Requirement: Every line holding the word "image" should be copied from the material.

━━━ Data ━━━

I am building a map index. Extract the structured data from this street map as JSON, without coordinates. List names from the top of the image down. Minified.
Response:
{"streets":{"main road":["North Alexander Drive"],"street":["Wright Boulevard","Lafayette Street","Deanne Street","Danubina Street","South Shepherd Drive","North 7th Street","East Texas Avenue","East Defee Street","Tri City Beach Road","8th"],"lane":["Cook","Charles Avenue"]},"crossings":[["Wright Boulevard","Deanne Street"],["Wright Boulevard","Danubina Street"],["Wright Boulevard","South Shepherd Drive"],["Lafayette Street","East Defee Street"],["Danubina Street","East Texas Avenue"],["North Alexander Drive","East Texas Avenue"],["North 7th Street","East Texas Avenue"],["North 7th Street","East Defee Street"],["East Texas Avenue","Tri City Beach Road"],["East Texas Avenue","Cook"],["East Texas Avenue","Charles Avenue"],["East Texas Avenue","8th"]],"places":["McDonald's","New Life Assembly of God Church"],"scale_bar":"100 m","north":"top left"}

━━━
━━━ Data ━━━

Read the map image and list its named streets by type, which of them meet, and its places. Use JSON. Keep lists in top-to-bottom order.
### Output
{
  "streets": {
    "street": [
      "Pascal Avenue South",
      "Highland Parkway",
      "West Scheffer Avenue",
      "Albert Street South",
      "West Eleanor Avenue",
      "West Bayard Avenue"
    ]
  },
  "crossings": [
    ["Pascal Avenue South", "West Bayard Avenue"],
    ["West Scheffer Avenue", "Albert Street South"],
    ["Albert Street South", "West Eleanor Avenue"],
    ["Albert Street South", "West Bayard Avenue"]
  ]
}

━━━

Answer to this task:
I am building a map index. Extract the structured data from this street map as JSON, without coordinates. List names from the top of the image down. Minified.
Read the map image and list its named streets by type, which of them meet, and its places. Use JSON. Keep lists in top-to-bottom order.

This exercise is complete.